Cowen explained what’s driving him.

“People have a right to be successful, to build out our families’ future,” he said. “And just because you’ve amassed billions of dollars, you shouldn’t get an extra seat at the table and call the shots while families in our communities get screwed.”

Another person inspired to throw his hat into the ring is an LGBTQIA+ activist and small IT security company owner, Samuel Smeltzer, who is running under the name Elyon Badger. A 14-year Lansing area resident, he served in the Michigan National Guard from 2009 to 2011, when he received a medical discharge.

He told the Clinton County Democratic Party his goal is to make universal health care a constitutional amendment and to build a high-speed elevated rail service along the interstate.

He’s on social media wearing a badger-looking head-covering. He says he’s a “furry,” who “has some real teeth that are gonna bite back at the Republican fascists that are f*cking over this country.”

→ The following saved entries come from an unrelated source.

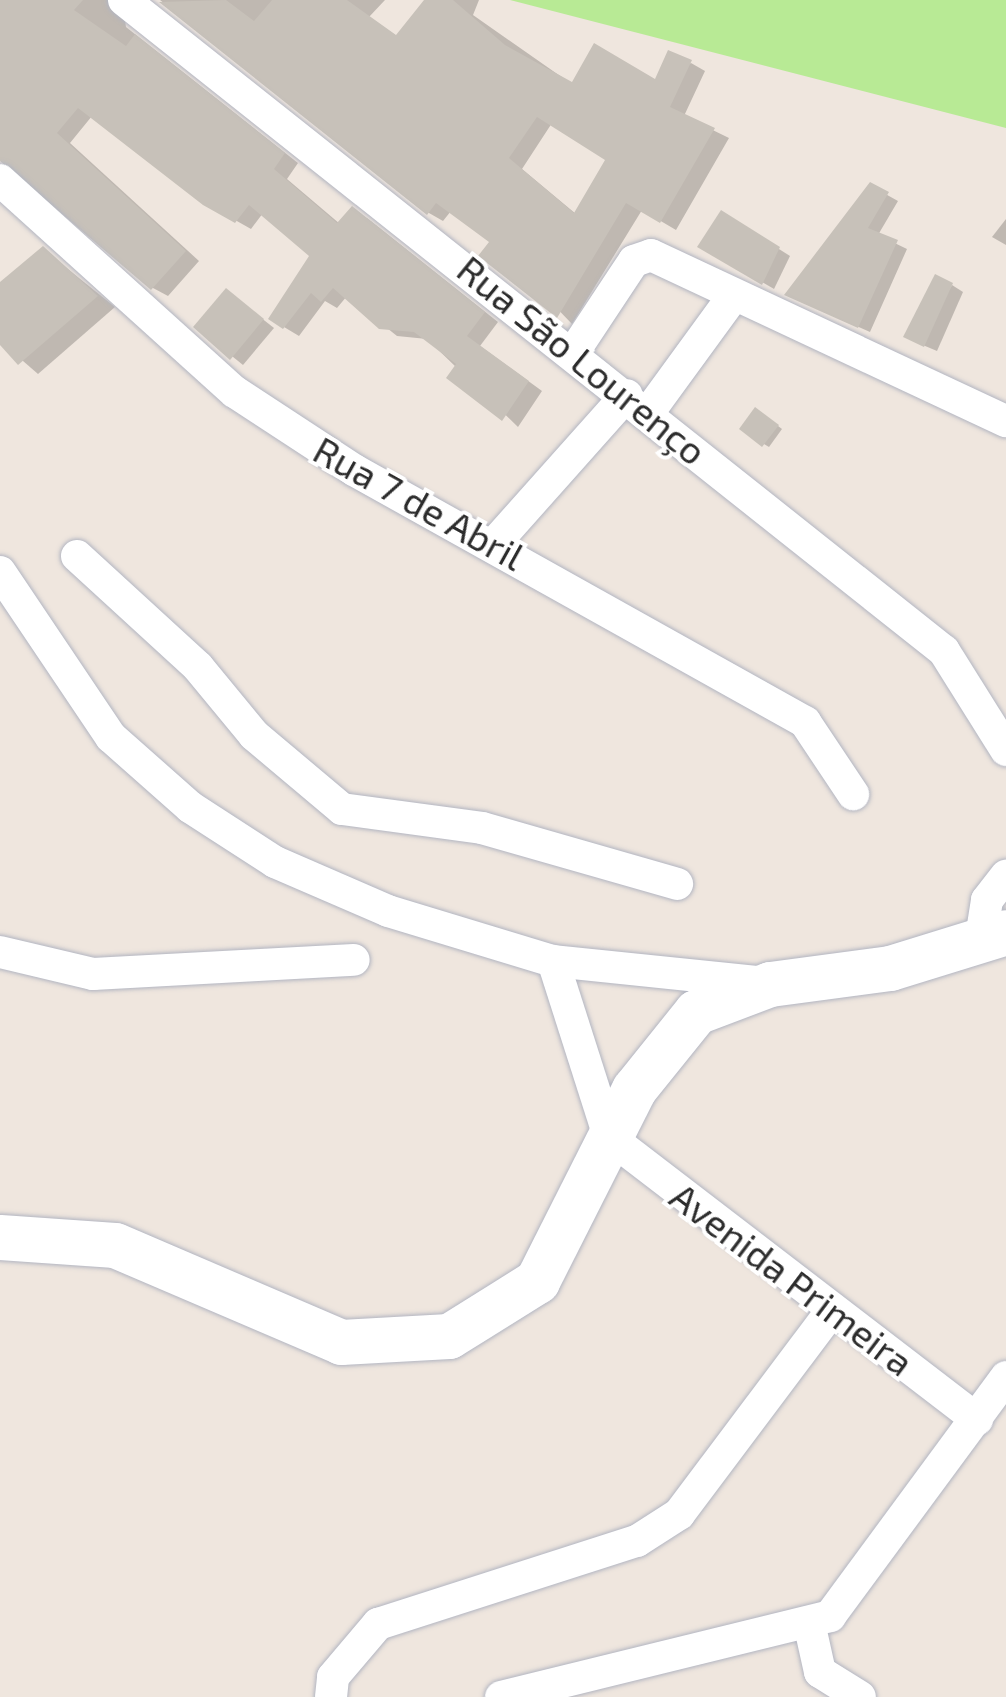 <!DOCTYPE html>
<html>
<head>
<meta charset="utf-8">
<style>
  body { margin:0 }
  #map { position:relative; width:1006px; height:1697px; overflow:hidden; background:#efe6de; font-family:"Exo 2",sans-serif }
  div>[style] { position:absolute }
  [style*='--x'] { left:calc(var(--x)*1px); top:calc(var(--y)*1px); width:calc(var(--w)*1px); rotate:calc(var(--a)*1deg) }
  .green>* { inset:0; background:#b8ea95 }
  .shadow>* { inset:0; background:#0003 }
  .building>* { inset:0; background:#c7c1b9 }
  .roads { filter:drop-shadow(0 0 2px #b2b5c1) drop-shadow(0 0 2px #b2b5c1) }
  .minor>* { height:32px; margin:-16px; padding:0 16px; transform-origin:16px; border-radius:16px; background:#fff }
  .secondary>* { height:45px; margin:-22.5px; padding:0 22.5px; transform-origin:22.5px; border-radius:22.5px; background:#fff }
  span { translate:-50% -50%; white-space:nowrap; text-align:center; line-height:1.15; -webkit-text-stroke:8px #fff; paint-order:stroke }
  .street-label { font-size:38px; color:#2c2c2c }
</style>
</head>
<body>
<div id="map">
  <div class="green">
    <i style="clip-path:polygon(510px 0,1006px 0,1006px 128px)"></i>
  </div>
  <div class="shadow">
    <i style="clip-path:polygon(0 0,122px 0,126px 27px,298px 163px,287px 179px,340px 224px,367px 218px,498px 322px,480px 346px,542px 391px,518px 427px,427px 339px,397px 336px,347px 296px,337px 308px,325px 301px,299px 336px,284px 327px,312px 256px,263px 213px,251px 229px,205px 203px,92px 116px,70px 143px,199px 261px,168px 296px,153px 288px,0 156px)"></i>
    <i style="clip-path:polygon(evenodd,160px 0,385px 0,369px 17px,398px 37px,428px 0,479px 0,473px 15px,573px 85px,656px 82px,691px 63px,705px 71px,684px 116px,729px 138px,676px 230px,642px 210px,572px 324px,492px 241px,451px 211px,443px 221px,429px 213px,160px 0,552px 123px,608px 159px,576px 214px,522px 169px,552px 123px)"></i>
    <i style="clip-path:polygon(871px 186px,898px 201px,878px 235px,907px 249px,870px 332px,798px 300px)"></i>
    <i style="clip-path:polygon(722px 213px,790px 256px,774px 289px,700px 246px)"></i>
    <i style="clip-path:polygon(1006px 219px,1006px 245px,992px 237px)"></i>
    <i style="clip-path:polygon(43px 249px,115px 307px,38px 374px,0 341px,0 286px)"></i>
    <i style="clip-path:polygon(952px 285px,963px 292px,937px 351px,918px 343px)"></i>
    <i style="clip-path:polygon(227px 291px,274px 328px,243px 365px,196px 327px)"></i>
    <i style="clip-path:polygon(761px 413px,782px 429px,769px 447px,764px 444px)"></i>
  </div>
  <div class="building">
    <i style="clip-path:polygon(0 0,83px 0,74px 10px,126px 46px,135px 34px,285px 153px,274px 169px,337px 223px,352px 206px,485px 312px,467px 336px,529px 381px,502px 421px,446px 378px,456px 364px,414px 332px,379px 329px,333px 288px,321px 302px,311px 293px,283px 329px,268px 319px,309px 256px,249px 205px,235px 223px,203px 205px,78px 108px,57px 133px,186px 251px,151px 290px,0 161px)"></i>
    <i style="clip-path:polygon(evenodd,226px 0,254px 21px,272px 0,347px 0,396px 35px,424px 0,453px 0,505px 45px,572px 82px,594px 43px,655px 79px,668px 50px,692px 60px,670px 107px,715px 128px,660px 223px,626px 203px,557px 318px,478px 256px,489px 242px,436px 203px,427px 215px,159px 2px,226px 0,537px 117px,605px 160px,574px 213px,509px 158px,537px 117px)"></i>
    <i style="clip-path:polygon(870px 182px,889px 192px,868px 228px,898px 240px,858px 328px,784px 295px)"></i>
    <i style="clip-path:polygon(721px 210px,780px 247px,762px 285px,697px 247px)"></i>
    <i style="clip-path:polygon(43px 246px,98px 296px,18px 365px,0 345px,0 282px)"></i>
    <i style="clip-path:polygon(935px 274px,953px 283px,924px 347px,903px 337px)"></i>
    <i style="clip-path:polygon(226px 288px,264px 319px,230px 360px,193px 327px)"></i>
    <i style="clip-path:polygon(755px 407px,779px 425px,762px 447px,739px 429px)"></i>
  </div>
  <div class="roads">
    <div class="minor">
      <i style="--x:124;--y:0;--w:1047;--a:38.45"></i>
      <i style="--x:944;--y:651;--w:117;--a:57.9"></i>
      <i style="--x:0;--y:180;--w:316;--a:42.1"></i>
      <i style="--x:235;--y:392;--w:142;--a:33.2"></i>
      <i style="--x:354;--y:470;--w:517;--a:29.19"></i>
      <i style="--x:805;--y:722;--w:87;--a:56.3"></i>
      <i style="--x:573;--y:353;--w:110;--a:-56.5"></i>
      <i style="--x:634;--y:261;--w:18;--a:-19"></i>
      <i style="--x:651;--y:255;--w:392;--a:25.1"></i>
      <i style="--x:648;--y:413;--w:146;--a:-53.9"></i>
      <i style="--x:495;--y:543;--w:198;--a:-48.3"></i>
      <i style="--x:77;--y:556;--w:164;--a:42.5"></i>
      <i style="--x:198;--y:667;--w:88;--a:50.5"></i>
      <i style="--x:254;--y:735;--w:115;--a:40.1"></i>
      <i style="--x:342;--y:809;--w:141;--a:7.7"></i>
      <i style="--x:482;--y:828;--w:203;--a:16"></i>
      <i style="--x:0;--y:572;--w:199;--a:56.1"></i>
      <i style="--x:111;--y:737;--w:106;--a:41.5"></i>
      <i style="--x:190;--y:807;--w:101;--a:32.9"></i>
      <i style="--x:275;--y:862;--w:123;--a:23.4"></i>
      <i style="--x:388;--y:911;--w:172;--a:16.9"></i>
      <i style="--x:553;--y:961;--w:213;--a:5.9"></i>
      <i style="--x:981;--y:938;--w:38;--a:-81"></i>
      <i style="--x:987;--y:900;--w:31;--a:-52"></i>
      <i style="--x:0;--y:952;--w:96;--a:13.3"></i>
      <i style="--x:93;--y:974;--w:261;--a:-3.1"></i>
      <i style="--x:553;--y:961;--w:185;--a:72.3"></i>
      <i style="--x:609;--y:1137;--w:464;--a:37.5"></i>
      <i style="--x:810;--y:1627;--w:46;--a:77.5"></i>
      <i style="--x:820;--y:1672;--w:47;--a:32"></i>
      <i style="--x:331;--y:1697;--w:20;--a:-84"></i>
      <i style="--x:333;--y:1677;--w:70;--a:-49.7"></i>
      <i style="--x:378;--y:1624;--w:272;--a:-17.8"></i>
      <i style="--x:637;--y:1541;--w:50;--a:-32.7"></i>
      <i style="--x:679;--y:1514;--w:256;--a:-53.1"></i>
      <i style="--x:501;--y:1697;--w:339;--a:-13.8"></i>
      <i style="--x:830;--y:1616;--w:297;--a:-53.6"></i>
    </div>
    <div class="secondary">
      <i style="--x:0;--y:1237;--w:115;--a:4"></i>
      <i style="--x:115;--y:1245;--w:246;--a:23.2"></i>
      <i style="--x:341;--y:1342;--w:108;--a:-3.2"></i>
      <i style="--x:449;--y:1336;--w:104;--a:-32"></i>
      <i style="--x:537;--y:1281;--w:215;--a:-63.2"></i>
      <i style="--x:634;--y:1089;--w:99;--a:-51.2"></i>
      <i style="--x:696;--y:1012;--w:79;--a:-20.7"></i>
      <i style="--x:770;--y:984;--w:121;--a:-7.6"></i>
      <i style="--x:890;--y:968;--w:121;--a:-17.2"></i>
    </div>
  </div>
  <div class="street-label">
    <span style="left:582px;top:360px;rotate:39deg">Rua São Lourenço</span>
    <span style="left:419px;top:503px;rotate:29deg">Rua 7 de Abril</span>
    <span style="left:792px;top:1279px;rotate:37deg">Avenida Primeira</span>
  </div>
</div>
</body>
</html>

A fifth candidate to file paperwork with the Federal Elections Commission is a familiar candidate, Muhammad Salman Rais, 49, of DeWitt, a physician for the past 25 years who is affiliated with UM-Sparrow Hospital and other Lansing-area medical centers. He works primarily with underserved populations.

He graduated with honors in 1999. He did his residency at Loyola University and Forest Park Hospital. The Pakistan native did his medical school training at Nishtar Medical Center in Pakistan.

Eylonbadger.com image Another of the five candidates is Eylon Badger (whose given name is Samuel Smeltzer). Badger, who lives in Sturgis, Michigan, is a self-described Michigan Army National Guard veteran, LGBTQIA+ activist and small contractor. He describes himself as a “furry,” a subculture that celebrates animals with humanlike characteristics.

The 2026 race would be Rais’ fourth straight cycle on the ballot. He ran unsuccessfully for the Clinton County Board of Commissioners in 2024, the state Senate in 2022, the state House in 2020.

If all five make the ballot, it will be the first time since 1936 the Democrats have fielded that many candidates for a Lansing congressional seat.

Taking a final stab at what’s stirring this excitement is Josh Hovey, a partner at Bellwether Public Relations:

“Take your pick of the issues: Maybe it was Republicans voting to gut Medicaid funding while adding trillions of dollars to the deficit. Or maybe it was the Trump administration denying people their constitutional right to due process.

“It also could have been Trump’s tariff chaos hurting the economy or his peddling of meme coins in clear violation of the emoluments clause.

“Democrats aren’t just ‘enthusiastic.’ They’re enraged.”

That’s the story for now.

Also running is Muhammad Salman Rais, a family medicine doctor in Dewitt.